DIRECTIONS FOR THIS TASK: In the data below, find every line with the string "align" and pull it out.

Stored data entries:
==========
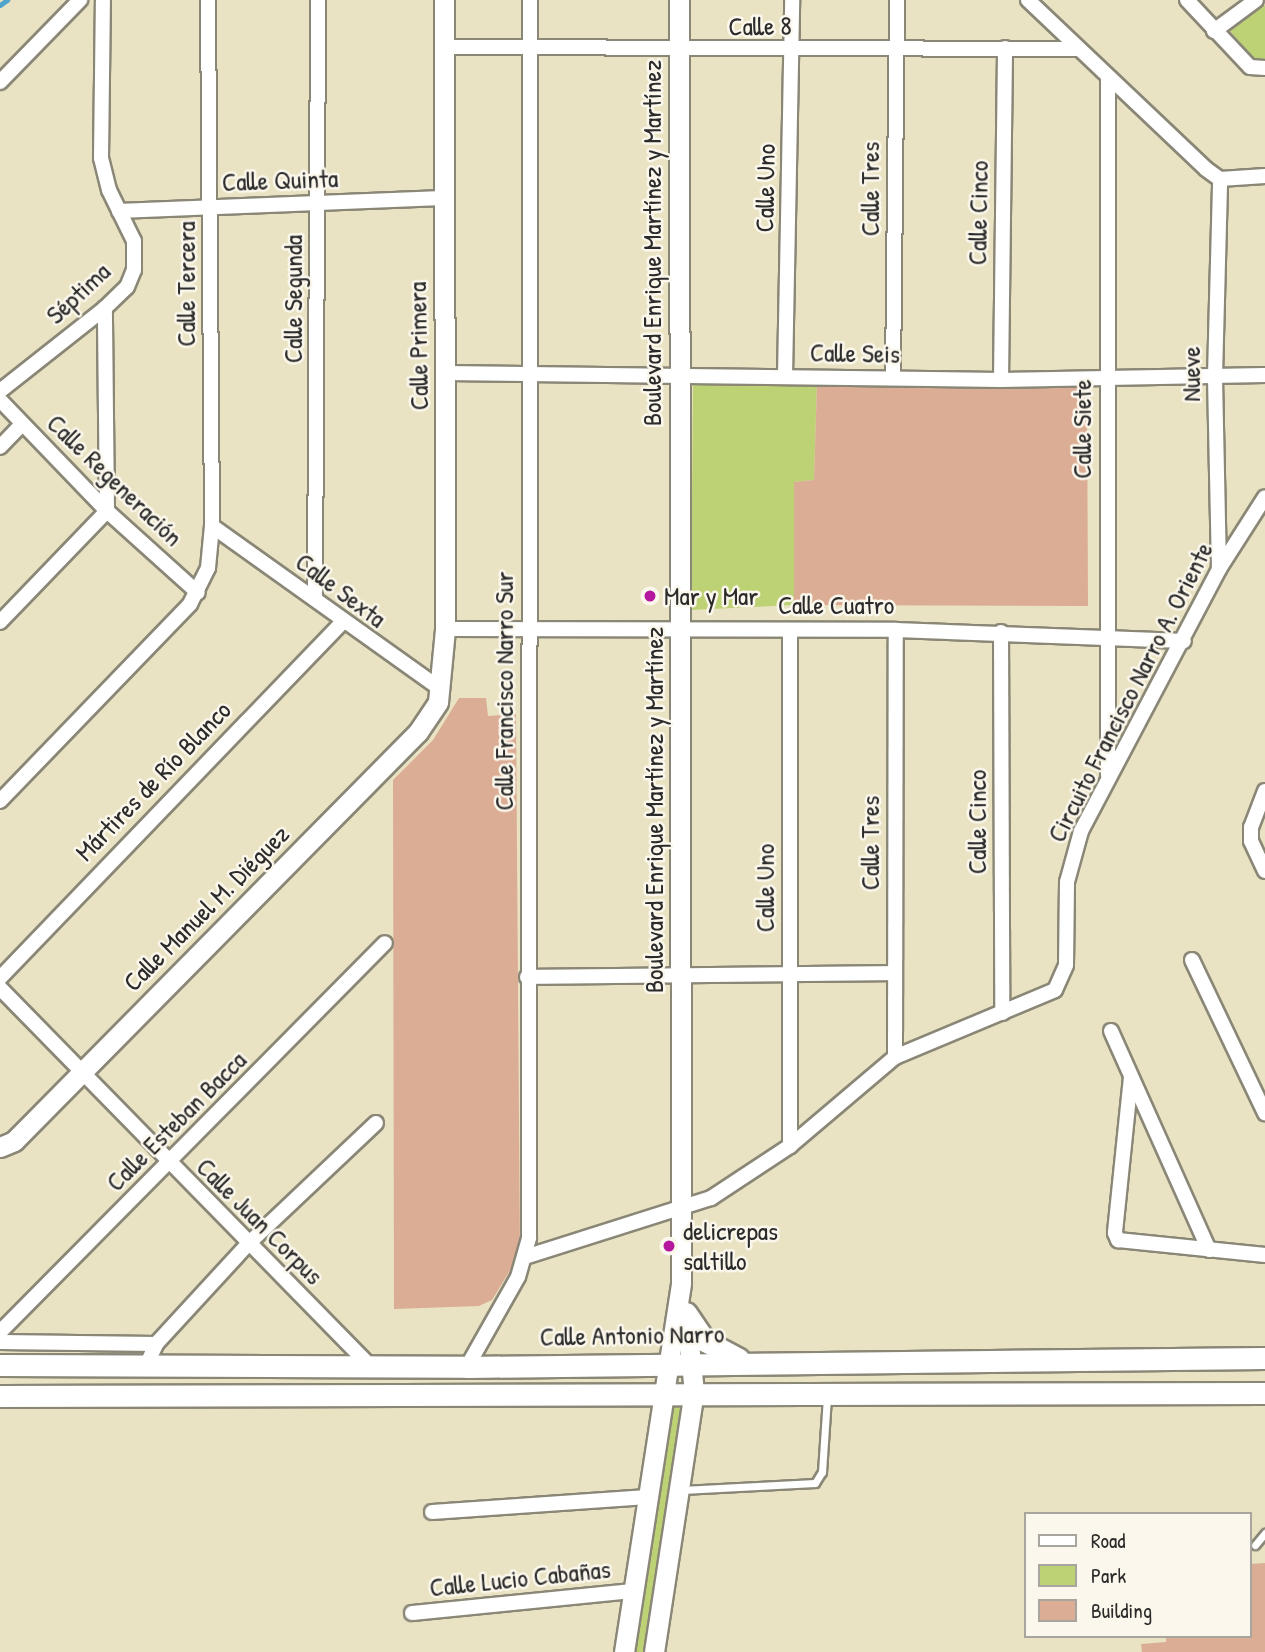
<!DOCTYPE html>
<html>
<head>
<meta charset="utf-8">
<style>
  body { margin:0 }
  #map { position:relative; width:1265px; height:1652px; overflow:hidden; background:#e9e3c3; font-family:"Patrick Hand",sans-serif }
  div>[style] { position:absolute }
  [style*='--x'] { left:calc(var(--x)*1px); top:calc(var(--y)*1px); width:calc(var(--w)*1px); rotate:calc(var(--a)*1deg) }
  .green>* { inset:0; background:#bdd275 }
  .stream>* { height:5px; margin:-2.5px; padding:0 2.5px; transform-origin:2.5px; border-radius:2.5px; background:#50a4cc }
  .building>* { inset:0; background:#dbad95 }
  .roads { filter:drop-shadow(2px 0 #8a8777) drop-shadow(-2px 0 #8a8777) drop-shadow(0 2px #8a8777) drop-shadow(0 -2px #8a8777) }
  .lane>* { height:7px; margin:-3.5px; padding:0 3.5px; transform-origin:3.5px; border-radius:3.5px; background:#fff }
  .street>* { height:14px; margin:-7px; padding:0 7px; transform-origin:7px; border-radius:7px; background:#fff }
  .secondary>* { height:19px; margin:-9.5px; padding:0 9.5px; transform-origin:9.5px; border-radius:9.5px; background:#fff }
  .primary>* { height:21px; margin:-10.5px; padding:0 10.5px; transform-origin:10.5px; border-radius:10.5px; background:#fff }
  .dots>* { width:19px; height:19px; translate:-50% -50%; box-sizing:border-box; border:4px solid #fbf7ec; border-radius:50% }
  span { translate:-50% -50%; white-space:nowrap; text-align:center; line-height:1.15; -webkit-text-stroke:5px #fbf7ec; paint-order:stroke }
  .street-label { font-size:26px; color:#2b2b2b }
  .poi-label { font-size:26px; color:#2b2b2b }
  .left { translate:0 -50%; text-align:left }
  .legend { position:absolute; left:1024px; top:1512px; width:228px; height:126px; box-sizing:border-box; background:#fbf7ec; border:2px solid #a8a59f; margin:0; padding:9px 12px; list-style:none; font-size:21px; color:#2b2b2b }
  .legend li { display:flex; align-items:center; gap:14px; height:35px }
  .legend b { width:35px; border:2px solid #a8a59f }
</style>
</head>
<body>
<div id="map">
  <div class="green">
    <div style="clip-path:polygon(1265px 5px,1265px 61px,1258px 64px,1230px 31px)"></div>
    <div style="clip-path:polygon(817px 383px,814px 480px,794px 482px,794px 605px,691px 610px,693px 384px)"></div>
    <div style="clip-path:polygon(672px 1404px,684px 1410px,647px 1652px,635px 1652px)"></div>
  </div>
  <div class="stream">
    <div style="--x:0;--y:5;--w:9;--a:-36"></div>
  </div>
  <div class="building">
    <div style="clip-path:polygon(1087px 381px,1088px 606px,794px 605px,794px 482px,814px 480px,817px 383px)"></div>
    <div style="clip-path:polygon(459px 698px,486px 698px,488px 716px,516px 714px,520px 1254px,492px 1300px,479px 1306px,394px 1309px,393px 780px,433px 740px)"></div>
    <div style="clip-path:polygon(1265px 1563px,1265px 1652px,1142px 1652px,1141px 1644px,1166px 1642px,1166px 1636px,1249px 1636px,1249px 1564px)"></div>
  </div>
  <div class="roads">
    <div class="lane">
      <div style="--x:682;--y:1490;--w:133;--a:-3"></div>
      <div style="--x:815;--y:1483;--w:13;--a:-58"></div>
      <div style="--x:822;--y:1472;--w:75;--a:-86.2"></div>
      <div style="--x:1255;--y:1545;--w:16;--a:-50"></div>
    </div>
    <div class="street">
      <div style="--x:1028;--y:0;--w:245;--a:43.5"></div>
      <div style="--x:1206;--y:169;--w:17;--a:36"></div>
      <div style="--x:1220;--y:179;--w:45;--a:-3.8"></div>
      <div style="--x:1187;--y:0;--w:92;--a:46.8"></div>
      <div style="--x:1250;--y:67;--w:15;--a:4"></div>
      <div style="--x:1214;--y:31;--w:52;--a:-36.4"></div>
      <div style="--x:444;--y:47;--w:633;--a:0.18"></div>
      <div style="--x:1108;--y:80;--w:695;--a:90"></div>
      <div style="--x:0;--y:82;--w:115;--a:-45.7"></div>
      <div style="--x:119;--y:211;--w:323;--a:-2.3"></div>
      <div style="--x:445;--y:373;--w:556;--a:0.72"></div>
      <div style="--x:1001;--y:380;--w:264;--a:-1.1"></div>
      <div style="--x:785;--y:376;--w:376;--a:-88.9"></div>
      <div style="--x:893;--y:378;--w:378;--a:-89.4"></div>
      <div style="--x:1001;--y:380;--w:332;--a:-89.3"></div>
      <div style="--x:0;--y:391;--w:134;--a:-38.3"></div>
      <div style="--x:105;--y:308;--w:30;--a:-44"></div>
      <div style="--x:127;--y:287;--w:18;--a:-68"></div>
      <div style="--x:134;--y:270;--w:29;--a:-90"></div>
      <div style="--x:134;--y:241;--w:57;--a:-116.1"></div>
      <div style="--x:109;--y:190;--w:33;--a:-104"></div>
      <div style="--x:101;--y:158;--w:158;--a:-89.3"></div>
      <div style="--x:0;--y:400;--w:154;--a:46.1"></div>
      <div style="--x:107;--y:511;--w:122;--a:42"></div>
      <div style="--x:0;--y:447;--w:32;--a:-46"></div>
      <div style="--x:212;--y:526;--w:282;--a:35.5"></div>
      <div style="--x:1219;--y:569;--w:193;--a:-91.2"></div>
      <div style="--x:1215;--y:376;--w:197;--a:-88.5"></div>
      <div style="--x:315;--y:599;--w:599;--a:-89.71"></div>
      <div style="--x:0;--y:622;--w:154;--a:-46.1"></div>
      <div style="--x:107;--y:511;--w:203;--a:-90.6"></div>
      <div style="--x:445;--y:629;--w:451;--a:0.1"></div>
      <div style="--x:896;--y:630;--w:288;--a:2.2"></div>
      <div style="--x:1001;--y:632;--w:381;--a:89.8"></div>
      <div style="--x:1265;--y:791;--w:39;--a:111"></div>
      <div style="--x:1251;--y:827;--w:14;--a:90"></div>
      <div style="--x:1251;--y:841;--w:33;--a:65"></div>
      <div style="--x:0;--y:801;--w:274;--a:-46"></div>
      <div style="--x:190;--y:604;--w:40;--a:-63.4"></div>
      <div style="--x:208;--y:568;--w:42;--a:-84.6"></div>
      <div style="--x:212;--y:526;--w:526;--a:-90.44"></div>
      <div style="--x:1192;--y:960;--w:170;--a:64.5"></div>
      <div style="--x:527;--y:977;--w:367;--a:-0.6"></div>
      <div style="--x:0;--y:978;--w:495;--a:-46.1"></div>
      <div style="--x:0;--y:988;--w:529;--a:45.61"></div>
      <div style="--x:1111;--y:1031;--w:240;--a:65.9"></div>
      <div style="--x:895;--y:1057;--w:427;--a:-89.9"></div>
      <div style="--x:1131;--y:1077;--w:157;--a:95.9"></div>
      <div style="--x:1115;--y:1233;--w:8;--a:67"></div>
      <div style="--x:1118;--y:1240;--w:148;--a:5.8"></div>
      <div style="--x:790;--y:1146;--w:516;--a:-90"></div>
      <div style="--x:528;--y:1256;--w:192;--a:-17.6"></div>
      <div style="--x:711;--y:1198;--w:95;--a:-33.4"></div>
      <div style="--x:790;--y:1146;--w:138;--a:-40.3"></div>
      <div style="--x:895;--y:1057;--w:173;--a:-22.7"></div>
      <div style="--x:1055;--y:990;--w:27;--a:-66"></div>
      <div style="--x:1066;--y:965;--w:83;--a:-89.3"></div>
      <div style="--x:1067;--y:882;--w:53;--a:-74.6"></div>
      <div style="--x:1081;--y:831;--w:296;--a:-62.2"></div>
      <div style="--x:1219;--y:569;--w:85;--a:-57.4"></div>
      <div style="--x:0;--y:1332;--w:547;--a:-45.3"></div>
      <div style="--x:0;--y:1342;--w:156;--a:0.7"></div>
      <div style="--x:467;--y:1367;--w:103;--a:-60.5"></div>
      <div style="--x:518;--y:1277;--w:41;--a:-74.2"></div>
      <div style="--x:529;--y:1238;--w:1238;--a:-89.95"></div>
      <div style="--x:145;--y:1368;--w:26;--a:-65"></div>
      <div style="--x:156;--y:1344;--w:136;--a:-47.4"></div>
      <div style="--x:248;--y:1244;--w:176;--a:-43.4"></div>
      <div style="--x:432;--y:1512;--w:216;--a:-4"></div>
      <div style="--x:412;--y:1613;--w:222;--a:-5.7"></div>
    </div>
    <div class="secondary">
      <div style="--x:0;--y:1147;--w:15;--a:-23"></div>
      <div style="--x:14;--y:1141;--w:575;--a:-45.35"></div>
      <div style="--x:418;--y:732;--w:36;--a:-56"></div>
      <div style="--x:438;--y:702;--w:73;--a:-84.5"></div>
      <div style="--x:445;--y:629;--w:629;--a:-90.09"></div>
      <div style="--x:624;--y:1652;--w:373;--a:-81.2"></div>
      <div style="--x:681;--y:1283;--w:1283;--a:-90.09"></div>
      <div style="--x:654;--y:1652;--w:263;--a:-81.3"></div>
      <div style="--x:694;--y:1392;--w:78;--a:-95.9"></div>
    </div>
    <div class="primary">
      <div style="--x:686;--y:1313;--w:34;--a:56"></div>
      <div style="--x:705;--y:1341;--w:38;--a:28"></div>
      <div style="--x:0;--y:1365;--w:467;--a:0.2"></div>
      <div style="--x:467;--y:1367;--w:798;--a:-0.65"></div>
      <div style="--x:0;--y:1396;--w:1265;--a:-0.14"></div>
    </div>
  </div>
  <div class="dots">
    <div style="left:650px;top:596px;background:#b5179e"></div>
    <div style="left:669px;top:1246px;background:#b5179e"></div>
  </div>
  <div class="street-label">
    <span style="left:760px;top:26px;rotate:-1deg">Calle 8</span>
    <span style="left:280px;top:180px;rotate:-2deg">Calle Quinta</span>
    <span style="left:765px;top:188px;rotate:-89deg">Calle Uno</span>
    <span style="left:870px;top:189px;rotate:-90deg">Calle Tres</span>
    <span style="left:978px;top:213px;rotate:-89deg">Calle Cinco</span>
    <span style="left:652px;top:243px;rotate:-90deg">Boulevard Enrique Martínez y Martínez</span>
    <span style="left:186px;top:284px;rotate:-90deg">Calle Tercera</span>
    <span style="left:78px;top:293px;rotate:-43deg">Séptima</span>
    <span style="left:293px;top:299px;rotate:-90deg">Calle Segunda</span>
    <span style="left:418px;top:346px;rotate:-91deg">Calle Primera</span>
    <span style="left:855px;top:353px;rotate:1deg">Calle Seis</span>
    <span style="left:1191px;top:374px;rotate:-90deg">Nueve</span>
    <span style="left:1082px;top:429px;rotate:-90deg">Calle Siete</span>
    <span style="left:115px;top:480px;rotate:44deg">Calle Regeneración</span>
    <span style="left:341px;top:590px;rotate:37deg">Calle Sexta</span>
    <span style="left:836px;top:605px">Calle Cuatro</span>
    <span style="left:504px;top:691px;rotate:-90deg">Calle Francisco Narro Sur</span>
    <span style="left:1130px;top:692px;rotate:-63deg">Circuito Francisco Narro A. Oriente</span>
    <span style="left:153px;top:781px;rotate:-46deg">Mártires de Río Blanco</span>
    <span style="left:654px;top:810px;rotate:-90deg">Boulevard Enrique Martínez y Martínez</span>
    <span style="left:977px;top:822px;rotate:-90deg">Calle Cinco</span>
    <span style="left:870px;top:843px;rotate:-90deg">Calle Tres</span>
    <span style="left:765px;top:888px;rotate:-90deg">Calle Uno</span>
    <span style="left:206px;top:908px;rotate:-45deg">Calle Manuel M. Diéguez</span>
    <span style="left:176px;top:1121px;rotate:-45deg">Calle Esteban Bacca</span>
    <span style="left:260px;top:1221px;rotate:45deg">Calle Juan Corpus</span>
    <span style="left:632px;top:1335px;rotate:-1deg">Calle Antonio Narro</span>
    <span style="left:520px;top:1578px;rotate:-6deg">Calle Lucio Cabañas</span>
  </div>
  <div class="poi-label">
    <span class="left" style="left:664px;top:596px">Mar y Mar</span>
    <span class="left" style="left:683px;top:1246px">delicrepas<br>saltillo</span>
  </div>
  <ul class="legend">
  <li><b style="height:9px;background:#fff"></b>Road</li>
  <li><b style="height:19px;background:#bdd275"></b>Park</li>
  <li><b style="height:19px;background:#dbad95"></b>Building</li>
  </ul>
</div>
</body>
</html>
==========
YOUR SOLUTION:
  span { translate:-50% -50%; white-space:nowrap; text-align:center; line-height:1.15; -webkit-text-stroke:5px #fbf7ec; paint-order:stroke }
  .left { translate:0 -50%; text-align:left }
  .legend li { display:flex; align-items:center; gap:14px; height:35px }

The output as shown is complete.